-- Provided records --
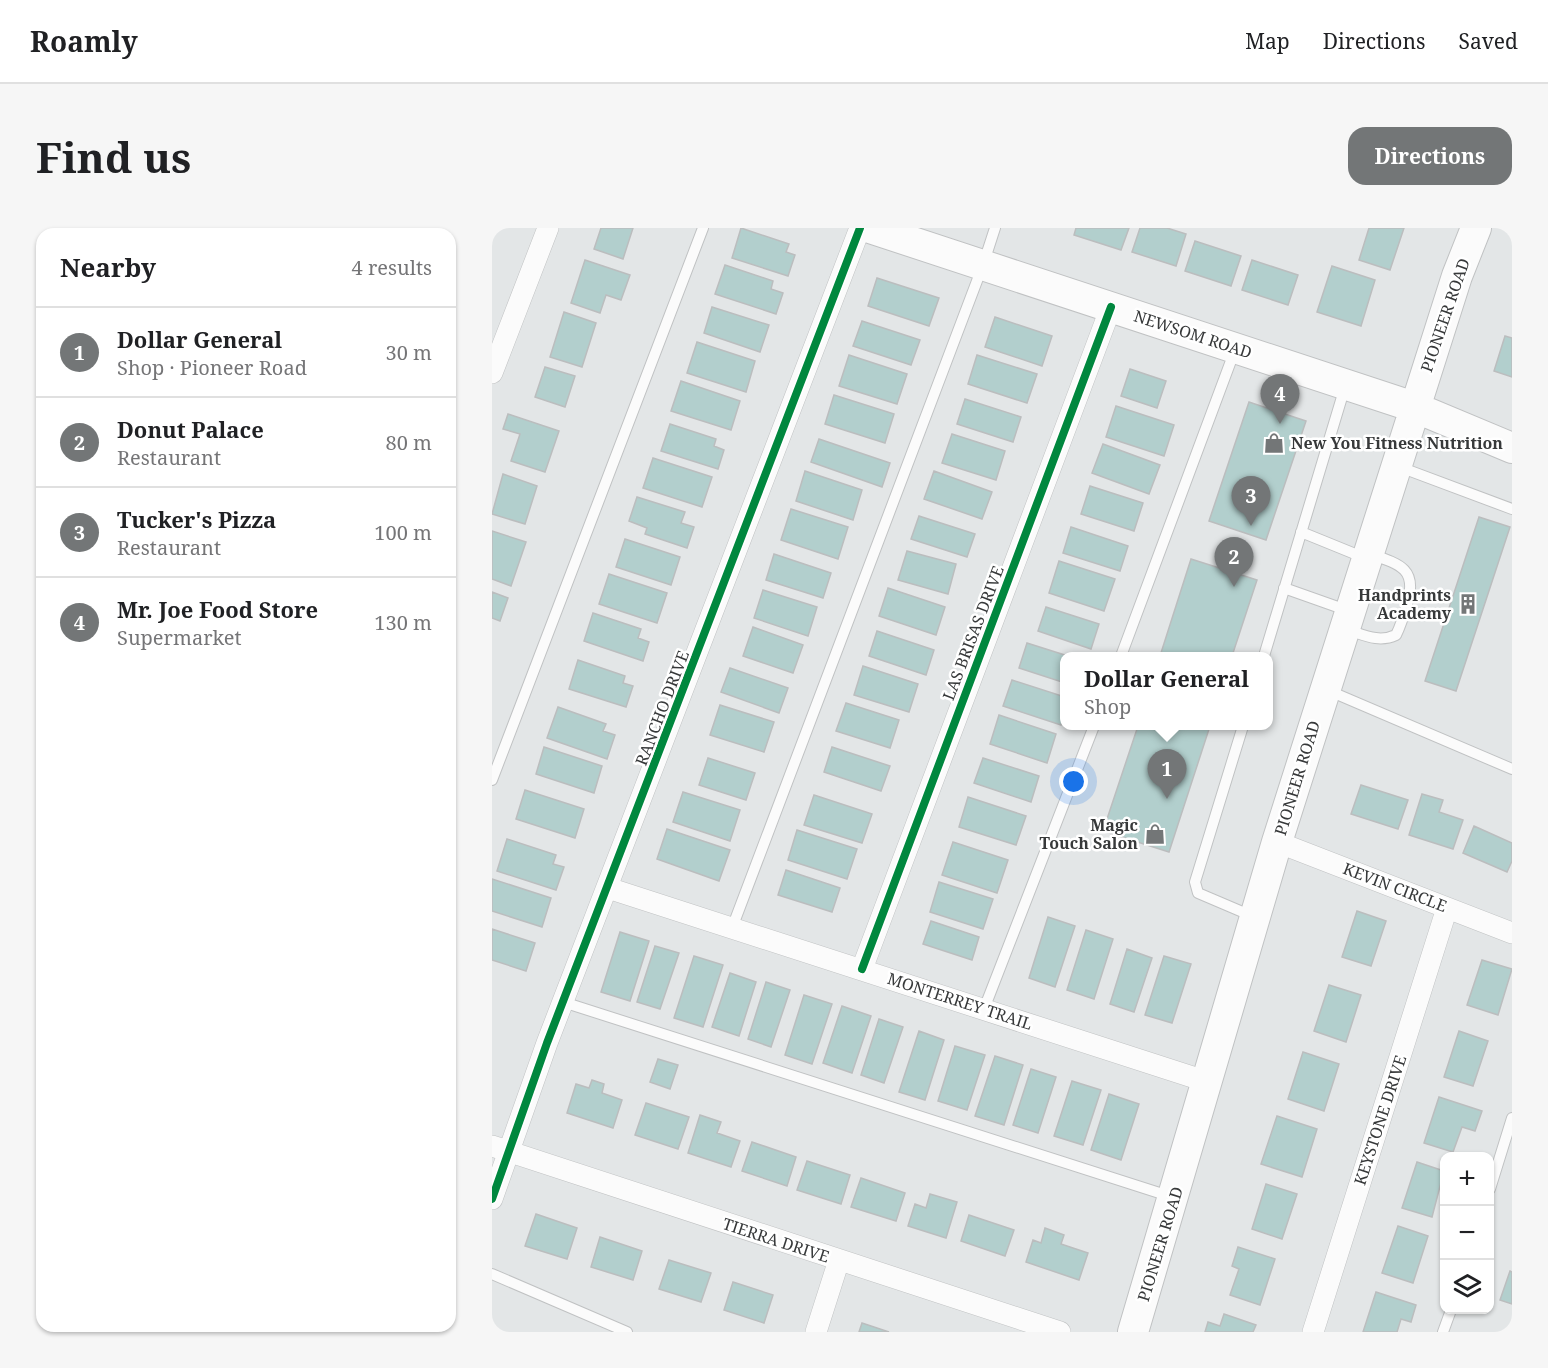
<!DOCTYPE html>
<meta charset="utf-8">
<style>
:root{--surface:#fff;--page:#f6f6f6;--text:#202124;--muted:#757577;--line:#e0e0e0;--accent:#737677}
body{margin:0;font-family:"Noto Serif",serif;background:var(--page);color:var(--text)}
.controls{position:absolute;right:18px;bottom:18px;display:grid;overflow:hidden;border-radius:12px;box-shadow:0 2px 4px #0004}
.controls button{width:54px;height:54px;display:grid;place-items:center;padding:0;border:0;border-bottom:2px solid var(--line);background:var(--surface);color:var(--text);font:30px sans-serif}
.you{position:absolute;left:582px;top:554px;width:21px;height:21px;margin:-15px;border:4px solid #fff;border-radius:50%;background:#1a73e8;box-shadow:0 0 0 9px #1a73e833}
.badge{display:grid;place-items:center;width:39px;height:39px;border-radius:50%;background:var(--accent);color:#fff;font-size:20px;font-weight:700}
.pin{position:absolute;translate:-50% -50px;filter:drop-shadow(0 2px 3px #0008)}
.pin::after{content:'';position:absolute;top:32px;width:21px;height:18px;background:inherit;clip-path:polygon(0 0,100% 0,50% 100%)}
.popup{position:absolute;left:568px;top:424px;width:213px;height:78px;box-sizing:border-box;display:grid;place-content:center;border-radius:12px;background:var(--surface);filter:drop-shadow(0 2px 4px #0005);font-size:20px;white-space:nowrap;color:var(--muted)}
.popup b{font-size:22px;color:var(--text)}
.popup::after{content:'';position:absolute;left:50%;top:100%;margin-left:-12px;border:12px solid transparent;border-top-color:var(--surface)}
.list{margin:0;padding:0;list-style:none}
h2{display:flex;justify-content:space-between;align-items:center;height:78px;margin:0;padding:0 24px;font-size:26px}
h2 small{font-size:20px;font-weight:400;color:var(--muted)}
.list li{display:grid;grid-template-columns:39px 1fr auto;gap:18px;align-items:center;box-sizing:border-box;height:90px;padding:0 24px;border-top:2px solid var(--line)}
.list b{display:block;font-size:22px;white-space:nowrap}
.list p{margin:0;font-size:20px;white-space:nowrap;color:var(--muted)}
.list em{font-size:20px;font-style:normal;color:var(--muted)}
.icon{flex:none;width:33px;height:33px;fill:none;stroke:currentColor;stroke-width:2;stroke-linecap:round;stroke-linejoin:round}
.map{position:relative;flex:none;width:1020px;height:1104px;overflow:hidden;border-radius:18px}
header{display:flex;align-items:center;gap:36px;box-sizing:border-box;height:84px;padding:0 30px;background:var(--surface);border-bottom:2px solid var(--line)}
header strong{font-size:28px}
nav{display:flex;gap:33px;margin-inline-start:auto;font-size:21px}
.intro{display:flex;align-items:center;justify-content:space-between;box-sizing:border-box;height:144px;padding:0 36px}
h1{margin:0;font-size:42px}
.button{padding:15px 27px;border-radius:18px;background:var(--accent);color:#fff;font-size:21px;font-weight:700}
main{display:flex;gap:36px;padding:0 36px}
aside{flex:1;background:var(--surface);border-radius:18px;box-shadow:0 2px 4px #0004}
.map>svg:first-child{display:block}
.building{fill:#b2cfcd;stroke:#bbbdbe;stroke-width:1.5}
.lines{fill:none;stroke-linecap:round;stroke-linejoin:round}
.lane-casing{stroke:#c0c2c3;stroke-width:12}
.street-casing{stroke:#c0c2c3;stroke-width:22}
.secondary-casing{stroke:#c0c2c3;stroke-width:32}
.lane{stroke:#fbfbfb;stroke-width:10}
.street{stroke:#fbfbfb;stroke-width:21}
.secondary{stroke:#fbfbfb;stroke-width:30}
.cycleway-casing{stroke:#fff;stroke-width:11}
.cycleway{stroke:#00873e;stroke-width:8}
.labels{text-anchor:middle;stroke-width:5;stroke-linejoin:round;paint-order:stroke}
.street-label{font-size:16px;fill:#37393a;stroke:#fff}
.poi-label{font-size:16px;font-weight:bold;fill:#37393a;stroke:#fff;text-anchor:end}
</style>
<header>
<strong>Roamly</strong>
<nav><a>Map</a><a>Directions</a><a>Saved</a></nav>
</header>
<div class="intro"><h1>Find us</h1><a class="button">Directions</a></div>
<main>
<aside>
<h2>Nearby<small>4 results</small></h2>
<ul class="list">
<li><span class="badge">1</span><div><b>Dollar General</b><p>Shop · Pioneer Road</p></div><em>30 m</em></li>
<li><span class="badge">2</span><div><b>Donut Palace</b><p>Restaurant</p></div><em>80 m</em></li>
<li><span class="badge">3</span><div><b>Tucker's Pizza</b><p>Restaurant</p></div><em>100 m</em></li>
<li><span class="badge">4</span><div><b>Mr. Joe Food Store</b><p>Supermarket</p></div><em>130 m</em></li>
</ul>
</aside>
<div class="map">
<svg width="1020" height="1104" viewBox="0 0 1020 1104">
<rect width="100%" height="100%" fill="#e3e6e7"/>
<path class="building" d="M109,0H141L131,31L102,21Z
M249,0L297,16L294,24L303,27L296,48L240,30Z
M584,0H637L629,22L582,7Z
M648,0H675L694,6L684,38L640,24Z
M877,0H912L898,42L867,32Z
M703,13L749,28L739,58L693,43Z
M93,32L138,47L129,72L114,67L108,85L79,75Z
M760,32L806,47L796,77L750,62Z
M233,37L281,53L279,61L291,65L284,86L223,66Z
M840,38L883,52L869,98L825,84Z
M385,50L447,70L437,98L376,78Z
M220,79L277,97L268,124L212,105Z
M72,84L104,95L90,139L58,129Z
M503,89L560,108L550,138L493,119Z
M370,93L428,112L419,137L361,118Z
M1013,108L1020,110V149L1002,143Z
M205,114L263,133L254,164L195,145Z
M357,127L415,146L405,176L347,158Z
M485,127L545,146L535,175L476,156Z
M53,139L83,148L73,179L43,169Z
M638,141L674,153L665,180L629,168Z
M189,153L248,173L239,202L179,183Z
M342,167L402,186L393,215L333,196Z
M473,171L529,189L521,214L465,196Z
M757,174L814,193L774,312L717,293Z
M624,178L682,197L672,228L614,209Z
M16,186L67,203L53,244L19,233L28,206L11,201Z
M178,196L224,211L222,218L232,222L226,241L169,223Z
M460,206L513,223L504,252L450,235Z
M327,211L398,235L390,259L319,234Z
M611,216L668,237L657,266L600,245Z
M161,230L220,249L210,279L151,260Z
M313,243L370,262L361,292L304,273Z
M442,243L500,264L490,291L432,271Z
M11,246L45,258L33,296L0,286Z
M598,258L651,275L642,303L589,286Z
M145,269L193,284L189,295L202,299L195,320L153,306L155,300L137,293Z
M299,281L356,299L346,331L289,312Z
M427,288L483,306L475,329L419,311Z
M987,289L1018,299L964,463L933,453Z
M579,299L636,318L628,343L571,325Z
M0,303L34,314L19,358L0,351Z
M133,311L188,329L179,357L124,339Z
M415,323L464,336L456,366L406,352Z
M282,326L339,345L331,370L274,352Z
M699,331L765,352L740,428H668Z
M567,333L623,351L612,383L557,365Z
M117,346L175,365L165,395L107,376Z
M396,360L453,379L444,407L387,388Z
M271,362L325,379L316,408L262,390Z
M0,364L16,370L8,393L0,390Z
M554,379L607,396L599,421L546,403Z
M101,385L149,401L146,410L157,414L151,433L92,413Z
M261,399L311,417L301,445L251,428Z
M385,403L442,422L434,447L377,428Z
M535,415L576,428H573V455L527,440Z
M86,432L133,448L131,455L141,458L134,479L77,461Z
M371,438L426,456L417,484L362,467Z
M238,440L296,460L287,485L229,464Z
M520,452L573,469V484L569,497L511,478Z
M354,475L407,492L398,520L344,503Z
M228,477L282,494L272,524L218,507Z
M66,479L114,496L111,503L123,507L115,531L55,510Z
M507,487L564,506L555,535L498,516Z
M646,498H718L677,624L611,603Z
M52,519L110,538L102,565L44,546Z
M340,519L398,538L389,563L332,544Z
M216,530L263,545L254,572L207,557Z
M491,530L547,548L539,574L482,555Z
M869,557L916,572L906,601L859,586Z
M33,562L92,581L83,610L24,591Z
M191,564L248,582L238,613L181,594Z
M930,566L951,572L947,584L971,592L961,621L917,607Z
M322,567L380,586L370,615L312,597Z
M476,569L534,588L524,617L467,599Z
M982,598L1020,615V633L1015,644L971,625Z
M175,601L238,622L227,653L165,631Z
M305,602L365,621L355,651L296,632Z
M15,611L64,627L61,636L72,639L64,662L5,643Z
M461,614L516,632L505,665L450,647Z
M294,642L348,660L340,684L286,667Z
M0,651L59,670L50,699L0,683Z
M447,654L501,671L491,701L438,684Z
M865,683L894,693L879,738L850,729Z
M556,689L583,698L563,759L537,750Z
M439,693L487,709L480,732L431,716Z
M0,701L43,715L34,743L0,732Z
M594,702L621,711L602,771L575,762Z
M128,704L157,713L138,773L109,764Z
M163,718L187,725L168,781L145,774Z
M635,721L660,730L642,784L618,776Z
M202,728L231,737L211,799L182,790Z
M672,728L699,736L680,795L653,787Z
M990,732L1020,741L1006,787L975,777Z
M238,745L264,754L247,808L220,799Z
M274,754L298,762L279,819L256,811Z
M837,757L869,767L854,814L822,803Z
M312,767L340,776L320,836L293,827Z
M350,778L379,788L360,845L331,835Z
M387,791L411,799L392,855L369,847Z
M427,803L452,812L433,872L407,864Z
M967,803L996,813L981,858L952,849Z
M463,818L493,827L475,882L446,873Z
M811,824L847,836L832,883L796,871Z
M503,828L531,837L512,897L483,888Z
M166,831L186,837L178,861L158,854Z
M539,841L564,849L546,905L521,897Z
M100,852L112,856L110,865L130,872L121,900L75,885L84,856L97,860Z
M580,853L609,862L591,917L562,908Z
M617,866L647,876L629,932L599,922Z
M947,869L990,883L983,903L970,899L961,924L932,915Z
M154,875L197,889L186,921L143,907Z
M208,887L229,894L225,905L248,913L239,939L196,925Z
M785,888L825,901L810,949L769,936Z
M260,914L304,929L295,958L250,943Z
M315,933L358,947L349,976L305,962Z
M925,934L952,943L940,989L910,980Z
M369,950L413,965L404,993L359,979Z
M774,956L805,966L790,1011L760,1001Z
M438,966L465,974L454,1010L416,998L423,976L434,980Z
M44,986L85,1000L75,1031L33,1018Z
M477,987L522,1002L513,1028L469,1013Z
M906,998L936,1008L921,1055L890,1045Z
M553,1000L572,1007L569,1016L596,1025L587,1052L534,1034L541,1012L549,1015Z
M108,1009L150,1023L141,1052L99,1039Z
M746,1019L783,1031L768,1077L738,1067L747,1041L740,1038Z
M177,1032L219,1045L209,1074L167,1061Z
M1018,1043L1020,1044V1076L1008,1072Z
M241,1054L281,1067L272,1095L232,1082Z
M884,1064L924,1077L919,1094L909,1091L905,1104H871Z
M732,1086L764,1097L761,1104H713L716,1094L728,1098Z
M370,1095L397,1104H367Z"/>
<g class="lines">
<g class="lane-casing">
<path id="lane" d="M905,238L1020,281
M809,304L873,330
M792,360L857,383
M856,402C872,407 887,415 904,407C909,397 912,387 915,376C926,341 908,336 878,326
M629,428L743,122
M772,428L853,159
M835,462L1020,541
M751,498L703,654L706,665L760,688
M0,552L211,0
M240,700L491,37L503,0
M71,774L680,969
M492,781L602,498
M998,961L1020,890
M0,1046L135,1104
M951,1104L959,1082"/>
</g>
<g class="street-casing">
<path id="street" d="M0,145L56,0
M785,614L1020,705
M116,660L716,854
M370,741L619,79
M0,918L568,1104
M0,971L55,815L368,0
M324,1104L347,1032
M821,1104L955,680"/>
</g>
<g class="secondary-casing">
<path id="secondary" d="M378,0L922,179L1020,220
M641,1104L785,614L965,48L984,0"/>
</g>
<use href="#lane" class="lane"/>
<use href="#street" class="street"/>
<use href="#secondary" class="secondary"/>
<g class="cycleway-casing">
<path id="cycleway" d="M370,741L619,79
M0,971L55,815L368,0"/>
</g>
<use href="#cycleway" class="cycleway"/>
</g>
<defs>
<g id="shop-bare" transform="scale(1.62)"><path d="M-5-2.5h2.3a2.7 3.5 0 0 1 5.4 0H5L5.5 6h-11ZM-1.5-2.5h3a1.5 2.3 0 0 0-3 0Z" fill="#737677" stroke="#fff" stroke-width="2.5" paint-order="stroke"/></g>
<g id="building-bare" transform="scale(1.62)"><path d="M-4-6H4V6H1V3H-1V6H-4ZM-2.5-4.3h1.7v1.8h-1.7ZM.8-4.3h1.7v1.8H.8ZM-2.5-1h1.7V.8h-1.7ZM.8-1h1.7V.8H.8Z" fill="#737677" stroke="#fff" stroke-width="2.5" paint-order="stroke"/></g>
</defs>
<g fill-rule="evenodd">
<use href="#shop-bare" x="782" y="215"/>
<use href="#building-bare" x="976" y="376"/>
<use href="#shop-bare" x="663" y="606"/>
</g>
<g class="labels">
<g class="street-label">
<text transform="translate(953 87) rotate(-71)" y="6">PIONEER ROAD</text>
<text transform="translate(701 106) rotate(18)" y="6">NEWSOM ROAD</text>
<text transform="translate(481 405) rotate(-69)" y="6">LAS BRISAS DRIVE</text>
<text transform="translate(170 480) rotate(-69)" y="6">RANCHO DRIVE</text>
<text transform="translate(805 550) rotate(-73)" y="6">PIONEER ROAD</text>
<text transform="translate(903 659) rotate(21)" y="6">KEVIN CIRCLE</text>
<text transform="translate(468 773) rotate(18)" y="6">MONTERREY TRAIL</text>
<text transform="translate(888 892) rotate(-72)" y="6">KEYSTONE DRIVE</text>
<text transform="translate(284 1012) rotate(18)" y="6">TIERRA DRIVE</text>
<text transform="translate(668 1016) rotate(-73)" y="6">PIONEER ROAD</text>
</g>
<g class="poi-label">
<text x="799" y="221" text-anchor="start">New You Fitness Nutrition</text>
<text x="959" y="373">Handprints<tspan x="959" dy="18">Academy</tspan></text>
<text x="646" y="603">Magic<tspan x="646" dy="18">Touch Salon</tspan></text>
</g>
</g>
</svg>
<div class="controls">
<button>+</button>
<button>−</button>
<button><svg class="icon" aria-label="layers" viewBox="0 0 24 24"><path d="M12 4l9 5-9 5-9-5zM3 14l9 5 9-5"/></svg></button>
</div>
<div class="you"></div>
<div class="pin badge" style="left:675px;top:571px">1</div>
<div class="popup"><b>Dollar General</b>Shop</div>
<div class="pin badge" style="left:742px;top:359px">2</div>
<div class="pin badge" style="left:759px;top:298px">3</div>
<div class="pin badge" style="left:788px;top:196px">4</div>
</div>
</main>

-- Aim of the exercise --
Look through the records and copy every line that has the word "grid".

-- Output for this task --
.controls{position:absolute;right:18px;bottom:18px;display:grid;overflow:hidden;border-radius:12px;box-shadow:0 2px 4px #0004}
.controls button{width:54px;height:54px;display:grid;place-items:center;padding:0;border:0;border-bottom:2px solid var(--line);background:var(--surface);color:var(--text);font:30px sans-serif}
.badge{display:grid;place-items:center;width:39px;height:39px;border-radius:50%;background:var(--accent);color:#fff;font-size:20px;font-weight:700}
.popup{position:absolute;left:568px;top:424px;width:213px;height:78px;box-sizing:border-box;display:grid;place-content:center;border-radius:12px;background:var(--surface);filter:drop-shadow(0 2px 4px #0005);font-size:20px;white-space:nowrap;color:var(--muted)}
.list li{display:grid;grid-template-columns:39px 1fr auto;gap:18px;align-items:center;box-sizing:border-box;height:90px;padding:0 24px;border-top:2px solid var(--line)}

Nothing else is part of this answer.